La endogamia no es buena a nivel biológico, pero tampoco lo es a nivel cultural. El pedigrí es un retraso. Lo intocable, un lastre. El miedo agorafóbico a lo diferente o lo extranjero, una segura condena al ostracismo.
La innovación, por ejemplo, siempre ha funcionado como focos aislados, como incendios forestales que iban afectando a determinadas sociedades, produciendo que otras experimentaran un retraso respecto a las primeras. La innovación en el pasado seguía esta pauta epidemiológica de propagación precisamente por la naturaleza refractaria del ser humano frente a lo que viene de fuera.
Hace 50,000 años, los hornos, los arcos y las flechas estaban en Asia occidental.
Hace 5,000 años, el metal y las ciudades estaban en Mesopotamia.
Hace 2,000 años, los textiles y el número cero estaba en la India.
Hace 1,000 años, la porcelana y la impresión estaba en China.
Hace 500 años, la contabilidad por partida doble y los inventos de Leonardo da Vinci estaban en Italia.
Hace 400 años, el Banco de Amsterdam estaba en los Países Bajos.
Hace 300 años, el Canal du Midi estaba en Francia.
Hace 200 años, el vapor estaba en Inglaterra.
Hace 100 años, los fertilizantes estaban en Alemania.
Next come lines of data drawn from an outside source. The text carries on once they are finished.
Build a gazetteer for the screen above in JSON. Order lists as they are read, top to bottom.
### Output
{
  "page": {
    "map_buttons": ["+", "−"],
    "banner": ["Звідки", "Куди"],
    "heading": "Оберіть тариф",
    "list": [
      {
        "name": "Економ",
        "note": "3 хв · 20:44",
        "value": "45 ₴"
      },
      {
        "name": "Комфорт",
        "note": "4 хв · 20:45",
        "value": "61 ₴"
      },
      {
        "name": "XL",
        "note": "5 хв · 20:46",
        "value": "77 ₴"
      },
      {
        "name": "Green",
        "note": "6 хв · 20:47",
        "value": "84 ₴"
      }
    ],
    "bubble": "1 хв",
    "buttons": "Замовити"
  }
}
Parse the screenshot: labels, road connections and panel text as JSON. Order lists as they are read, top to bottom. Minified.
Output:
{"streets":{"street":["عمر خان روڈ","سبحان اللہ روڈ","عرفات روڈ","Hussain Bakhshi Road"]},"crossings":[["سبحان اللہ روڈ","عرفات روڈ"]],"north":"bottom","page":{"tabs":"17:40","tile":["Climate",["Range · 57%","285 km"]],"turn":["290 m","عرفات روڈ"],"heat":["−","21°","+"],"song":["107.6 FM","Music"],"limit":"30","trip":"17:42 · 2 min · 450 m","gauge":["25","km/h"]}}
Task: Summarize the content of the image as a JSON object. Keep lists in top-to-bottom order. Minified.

Hace 75 años, la producción en masa estaba en Estados Unidos.
Hace 50 años, las tarjetas de crédito estaban en California.
Hace 25 años, el walkman estaba en Japón.
Esta paranoia ante la contaminación produjo una evolución lenta y fragmentaria, aunque cada vez transcurría menos tiempo entre una innovación y la contaminación cultural de dicha innovación. Algo que, gracias a Internet, las telecomunicaciones y la flexibilización de las patentes y los derechos de autor, podría evitarse por primera vez en la historia, produciéndose de forma instantánea, y no solo en el ámbito de la innovación.
Antes, sin embargo, habrá que derribar las defensas numantinas de quienes defienden su corralito cultural, como si lo que ahora piensan, hacen o dicen hubiera sido instilado en su genoma vía patriotismo y no sea todo ello, en suma, un efímera statu quo que antaño destruyó lo que existía y hogaño (hoy) será destruido por lo que existirá.